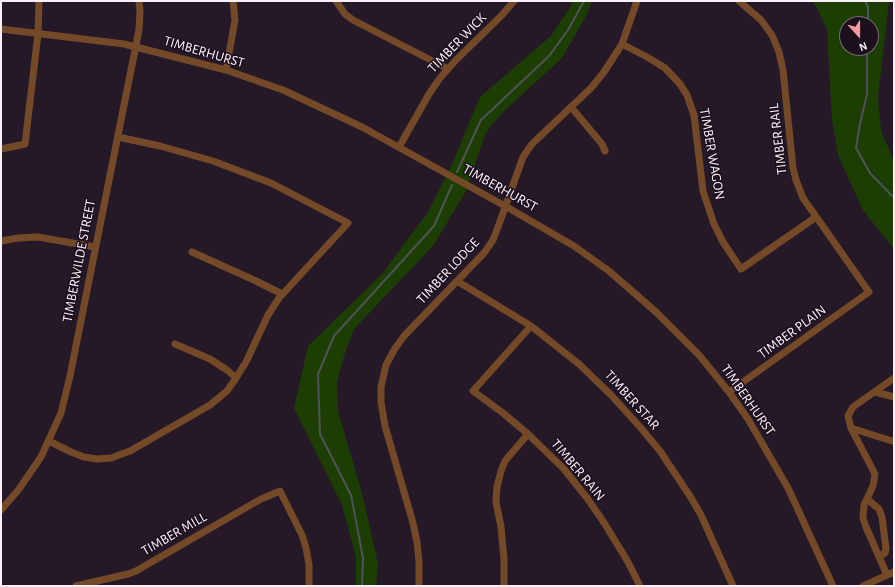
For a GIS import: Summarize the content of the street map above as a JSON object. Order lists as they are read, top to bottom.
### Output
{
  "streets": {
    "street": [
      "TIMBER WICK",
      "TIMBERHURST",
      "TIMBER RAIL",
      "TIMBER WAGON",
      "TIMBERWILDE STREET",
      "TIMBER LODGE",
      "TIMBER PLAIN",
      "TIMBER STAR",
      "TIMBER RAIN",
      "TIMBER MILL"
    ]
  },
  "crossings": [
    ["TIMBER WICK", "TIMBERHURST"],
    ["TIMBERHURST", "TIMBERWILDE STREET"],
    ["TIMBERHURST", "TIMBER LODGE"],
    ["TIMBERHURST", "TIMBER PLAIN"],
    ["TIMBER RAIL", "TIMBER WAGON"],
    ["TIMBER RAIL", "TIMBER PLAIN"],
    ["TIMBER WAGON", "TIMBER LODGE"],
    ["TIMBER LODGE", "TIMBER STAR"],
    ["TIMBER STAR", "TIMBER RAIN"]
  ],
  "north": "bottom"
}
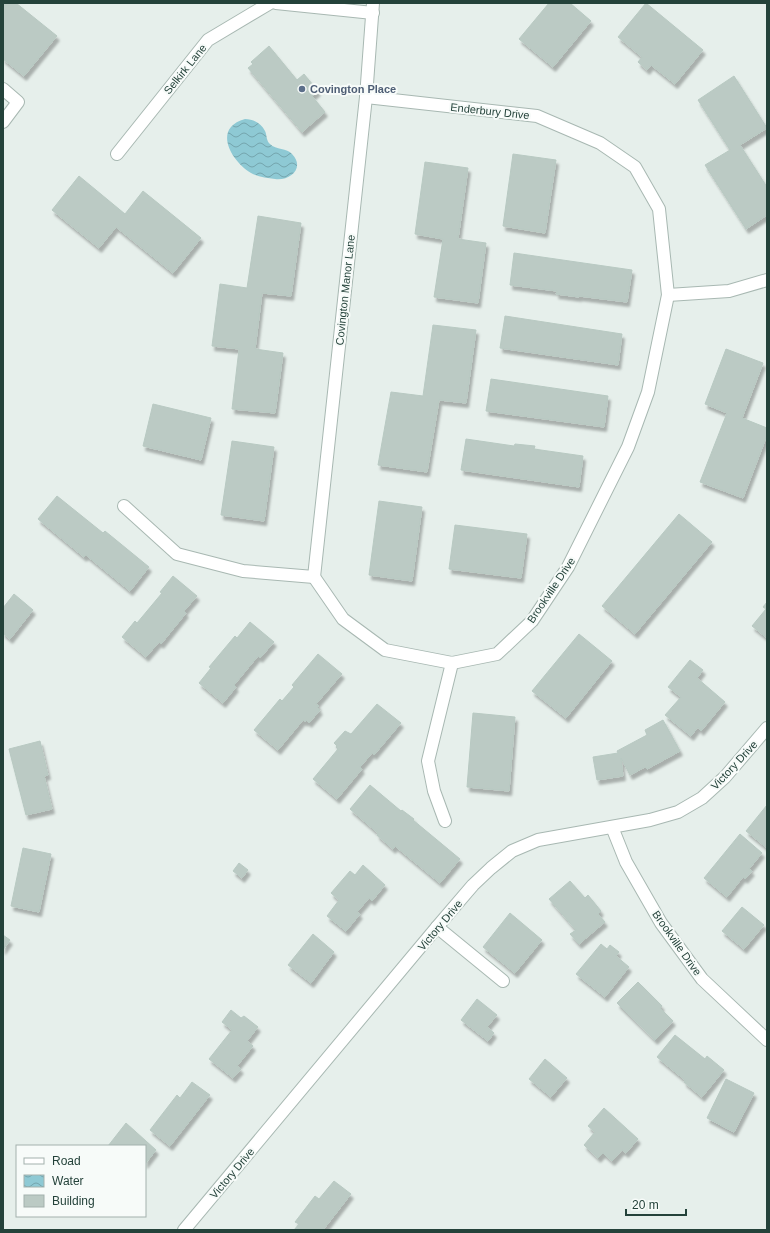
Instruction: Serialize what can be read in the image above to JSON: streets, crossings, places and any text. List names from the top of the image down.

# # #

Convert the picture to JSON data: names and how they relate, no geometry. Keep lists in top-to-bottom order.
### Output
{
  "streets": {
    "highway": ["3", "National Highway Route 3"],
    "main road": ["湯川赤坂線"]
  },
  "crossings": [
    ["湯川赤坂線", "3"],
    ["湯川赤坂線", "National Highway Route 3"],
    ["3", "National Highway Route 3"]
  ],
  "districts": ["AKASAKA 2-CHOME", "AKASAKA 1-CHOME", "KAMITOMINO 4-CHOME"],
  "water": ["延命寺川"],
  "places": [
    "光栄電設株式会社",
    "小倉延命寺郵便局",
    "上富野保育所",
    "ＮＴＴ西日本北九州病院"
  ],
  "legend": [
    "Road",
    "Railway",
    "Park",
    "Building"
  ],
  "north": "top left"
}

# # #

**Work order**
Among the entries above, copy exactly the stretch from the line holding "For a GIS import: Summarize" through the line holding "Instruction: Serialize what", leaving out any pictures.

**Solution below**
For a GIS import: Summarize the content of the street map above as a JSON object. Order lists as they are read, top to bottom.
### Output
{
  "streets": {
    "street": [
      "TIMBER WICK",
      "TIMBERHURST",
      "TIMBER RAIL",
      "TIMBER WAGON",
      "TIMBERWILDE STREET",
      "TIMBER LODGE",
      "TIMBER PLAIN",
      "TIMBER STAR",
      "TIMBER RAIN",
      "TIMBER MILL"
    ]
  },
  "crossings": [
    ["TIMBER WICK", "TIMBERHURST"],
    ["TIMBERHURST", "TIMBERWILDE STREET"],
    ["TIMBERHURST", "TIMBER LODGE"],
    ["TIMBERHURST", "TIMBER PLAIN"],
    ["TIMBER RAIL", "TIMBER WAGON"],
    ["TIMBER RAIL", "TIMBER PLAIN"],
    ["TIMBER WAGON", "TIMBER LODGE"],
    ["TIMBER LODGE", "TIMBER STAR"],
    ["TIMBER STAR", "TIMBER RAIN"]
  ],
  "north": "bottom"
}
Instruction: Serialize what can be read in the image above to JSON: streets, crossings, places and any text. List names from the top of the image down.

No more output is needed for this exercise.